Un quadretto, questo, se vogliamo in qualche modo ormai desueto – in relazione alla disaffezione crescente alla pratica religiosa-, o che sa di nostalgico – nel suo richiamare un tempo in cui la manifestazione anche pubblica della fede era un tassello normale del vivere sociale -, ma in fondo non strano. Non troppo, quantomeno. Se non ci fosse un “ma”, e non di poco conto: il fatto sommariamente descritto, come riporta Catholic News Agency, si è svolto nella mattinata di domenica 21 agosto nella diocesi di León, in Nicaragua, quindi in un contesto che vede ormai da mesi il susseguirsi di atti di repressione contro esponenti e fedeli della Chiesa cattolica, portati avanti da parte del regime dittatoriale di Daniel Ortega.
I fatti di cronaca in tal senso, purtroppo, non mancano.
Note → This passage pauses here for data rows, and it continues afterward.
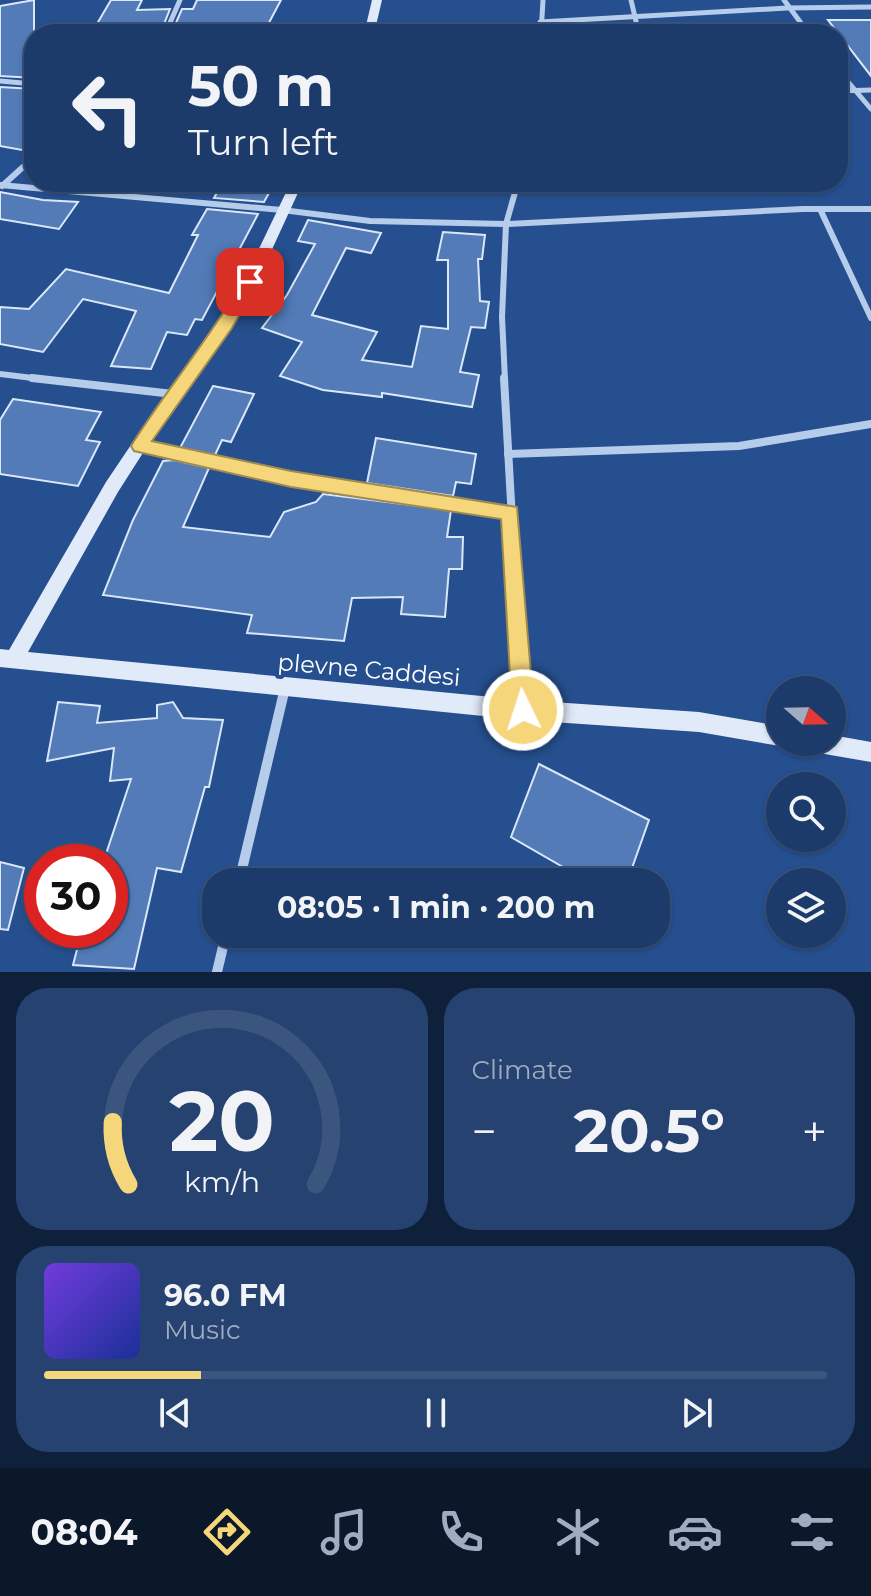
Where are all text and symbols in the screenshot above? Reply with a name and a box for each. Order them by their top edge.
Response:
text: 50 m [188,52,334,120]
icon: left [56,56,160,160]
text: Turn left [188,120,339,164]
pin [216,248,284,316]
icon: arrive [228,260,272,304]
street label: plevne Caddesi [277,647,462,692]
position arrow [481,668,565,752]
north arrow [766,676,846,756]
map controls [766,676,846,948]
button: search [766,772,846,852]
speed limit sign: 30 [24,844,128,948]
button: layers [766,868,846,948]
text: 08:05 · 1 min · 200 m [277,889,595,926]
text: Climate [472,1054,573,1086]
text: 20 [169,1070,275,1172]
text: 20.5° [574,1094,725,1167]
text: − [472,1104,497,1158]
text: + [802,1104,827,1158]
text: km/h [184,1164,260,1199]
text: 96.0 FM [164,1277,287,1314]
text: Music [164,1314,241,1346]
icon: previous [153,1391,197,1435]
icon: pause [414,1391,458,1435]
icon: next [675,1391,719,1435]
icon: directions [199,1504,255,1560]
icon: music [316,1504,372,1560]
icon: phone [433,1504,489,1560]
icon: climate [550,1504,606,1560]
icon: car [667,1504,723,1560]
icon: filters [784,1504,840,1560]
text: 08:04 [31,1510,137,1554]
Ne richiamiamo qui solamente tre, a titolo d’esempio rispetto alla gravità della situazione in cui versano i fedeli cattolici nel Paese. Innanzitutto, all’inizio di questo mese di agosto, precisamente giovedì 4, il vescovo Rolando José Álvarez, e con lui alcuni altri sacerdoti, seminaristi e semplici fedeli erano stati posti agli arresti domiciliari nell’edificio della curia vescovile della diocesi di Matagalpa; arresti domiciliari che hanno visto un’evoluzione della notte del 18 agosto, quando «nel pieno della notte forze di polizia e agenti paramilitari del Nicaragua hanno fatto irruzione nell’edificio della curia vescovile» e hanno portato via nove persone, tra le quali il vescovo, per portarle nella capitale, Managua, dove ad oggi il prelato è agli arresti domiciliari nella sua abitazione privata (qui).
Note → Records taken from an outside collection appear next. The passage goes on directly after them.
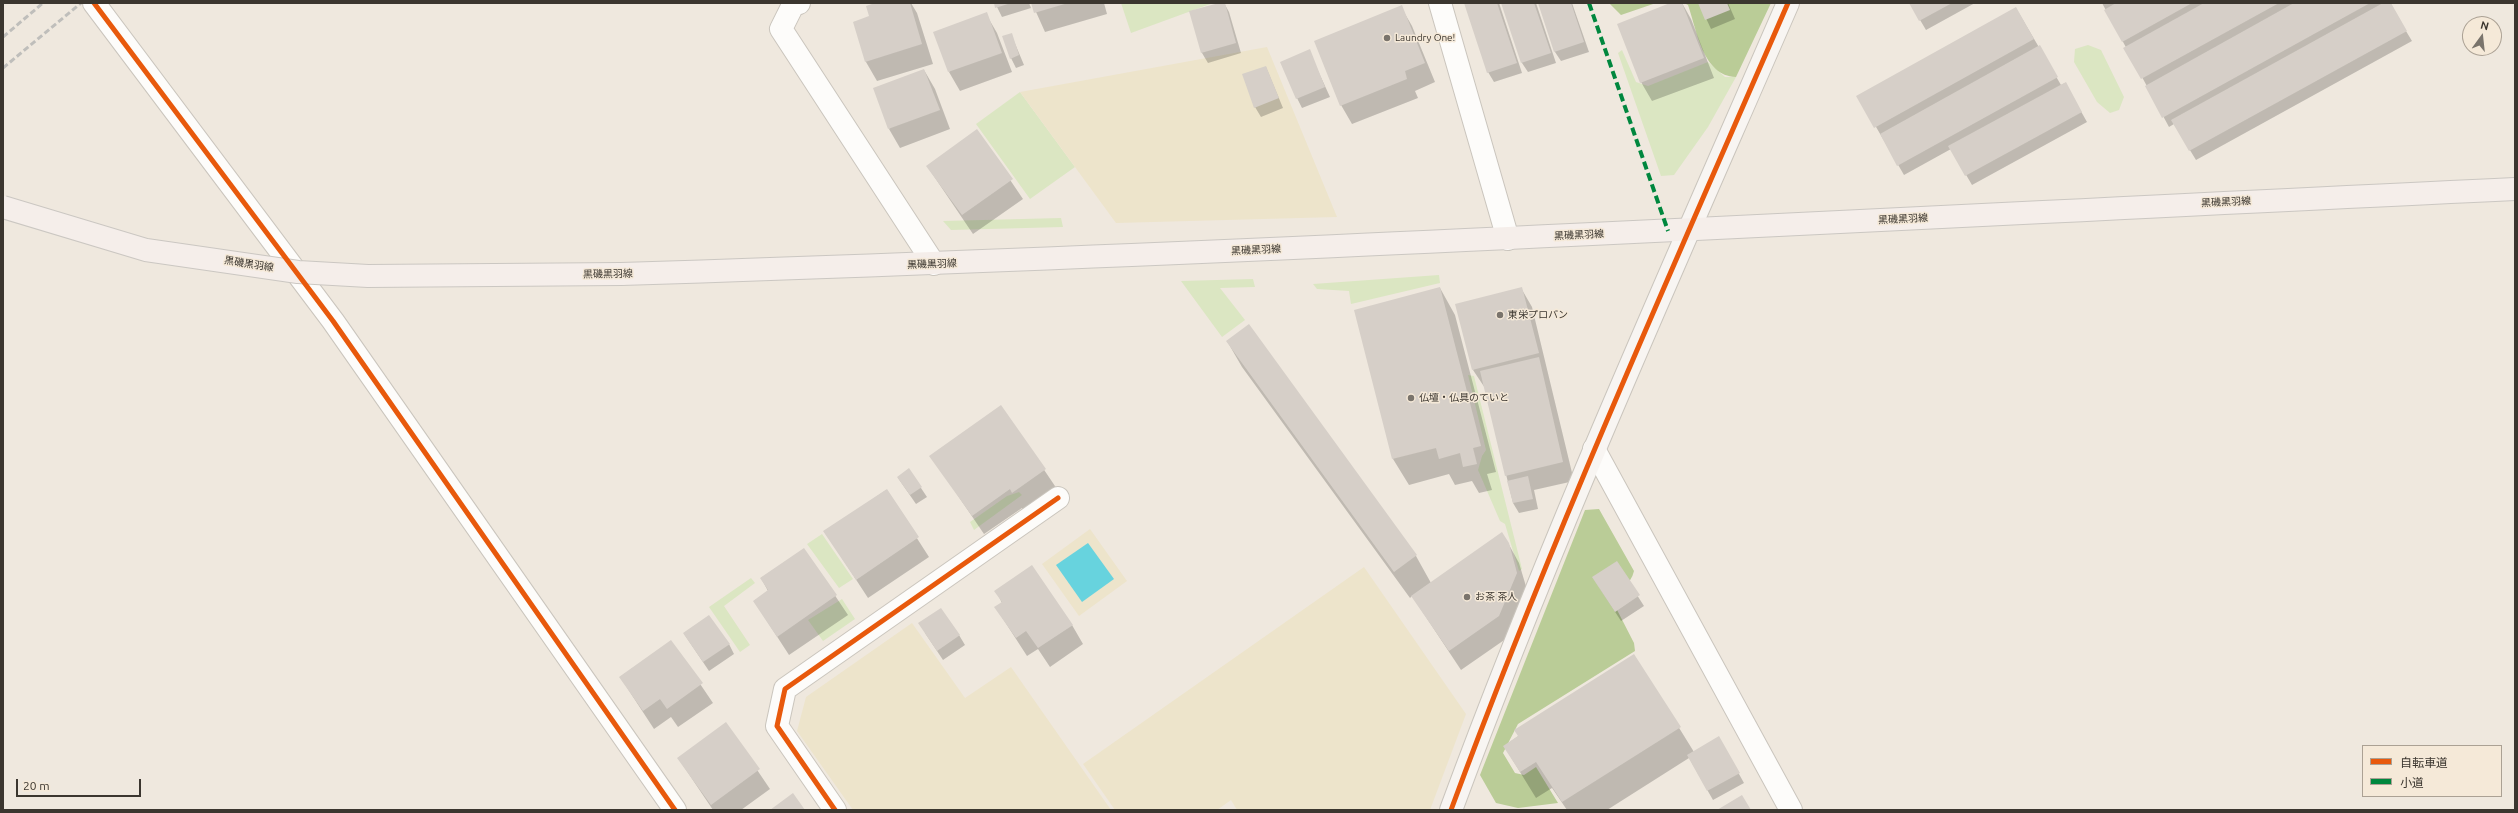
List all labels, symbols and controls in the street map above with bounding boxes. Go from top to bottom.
north arrow [2462,16,2502,56]
text: N [2479,19,2490,32]
place label: Laundry One! [1395,32,1455,44]
marker: Laundry One! [1382,33,1392,43]
street label: 黒磯黒羽線 [2201,195,2251,209]
street label: 黒磯黒羽線 [1878,212,1928,226]
street label: 黒磯黒羽線 [1554,228,1604,242]
street label: 黒磯黒羽線 [1231,243,1281,257]
street label: 黒磯黒羽線 [223,254,275,274]
street label: 黒磯黒羽線 [907,257,957,271]
street label: 黒磯黒羽線 [583,268,633,280]
place label: 東栄プロパン [1508,309,1568,321]
marker: 東栄プロパン [1495,310,1505,320]
place label: 仏壇・仏具のていと [1419,392,1509,404]
marker: 仏壇・仏具のていと [1406,393,1416,403]
place label: お茶 茶人 [1475,591,1517,603]
marker: お茶 茶人 [1462,592,1472,602]
legend [2362,745,2502,797]
text: 自転車道 [2400,756,2448,769]
scale bar [18,771,143,797]
text: 小道 [2400,776,2424,789]
text: 20 m [23,779,50,792]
Accanto a questo, è noto come nel marzo scorso il regime abbia espulso dal Paese il Nunzio apostolico della Santa Sede, monsignor Waldemar Stanislaw Sommertag (qui), presente a Managua dal 2018 e, nel giugno scorso, abbia riservato lo stesso trattamento alle suore di Madre Teresa (qui), ree a quanto affermato di «violare le leggi contro l’antiterrorismo». Infine, come non ricordare il divieto emesso dal Governo alla metà di agosto (qui), ufficialmente per motivi di «sicurezza interna», di dare attuazione a una processione in onore di Nostra Signora di Fatima per le strade di Managua?
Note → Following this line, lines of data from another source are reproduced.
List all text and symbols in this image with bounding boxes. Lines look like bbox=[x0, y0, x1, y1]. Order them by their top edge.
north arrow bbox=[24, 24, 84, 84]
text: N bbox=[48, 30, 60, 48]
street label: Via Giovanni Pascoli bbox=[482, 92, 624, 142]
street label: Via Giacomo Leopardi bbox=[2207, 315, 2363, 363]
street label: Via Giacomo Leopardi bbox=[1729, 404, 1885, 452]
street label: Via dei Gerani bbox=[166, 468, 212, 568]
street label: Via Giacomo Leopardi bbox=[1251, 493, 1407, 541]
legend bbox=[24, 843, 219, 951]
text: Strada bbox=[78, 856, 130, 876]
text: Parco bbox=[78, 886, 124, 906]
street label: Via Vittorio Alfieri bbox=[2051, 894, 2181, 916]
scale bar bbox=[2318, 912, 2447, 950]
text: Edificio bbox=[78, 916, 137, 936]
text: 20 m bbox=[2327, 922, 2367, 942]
Sono questi solo alcuni esempi, ma molti altri se ne potrebbero fare, del clima di repressione anticattolica che si respira quotidianamente in Nicaragua. Esempi che però restituiscono in maniera evidente la portata dell’evento della processione dietro all’immagine di Nostra Signora della Misericordia. Processione che, come ogni anno, ha preso avvio verso le 8 del mattino, dopo che padre Mauro Paniagua ha benedetto l’immagine mariana presso il santuario omonimo e questa è stata quindi posta su una lettiga portata da alcuni uomini, si è snodata «fino al Fortín de Acosasco, un vecchio forte militare in cima al colle Acosasco, oggi utilizzato come una stazione meteorologica».
Qui, giunta attorno alle 13.00, si è svolta la Santa Messa, terminata con canti in onore della Vergine; quindi, l’immagine ha fatto ritorno al santuario. Ma, al di là della mera cronaca, questa processione, nelle persone di tanti consacrati e laici, ha reso al mondo una testimonianza di fede rara e commovente, ponendosi nella condizione di dimostrare che manifestare con orgoglio e pubblicamente il proprio credo vale, se così deve essere, il martirio. E di certo vale la disobbedienza civile di leggi ingiuste.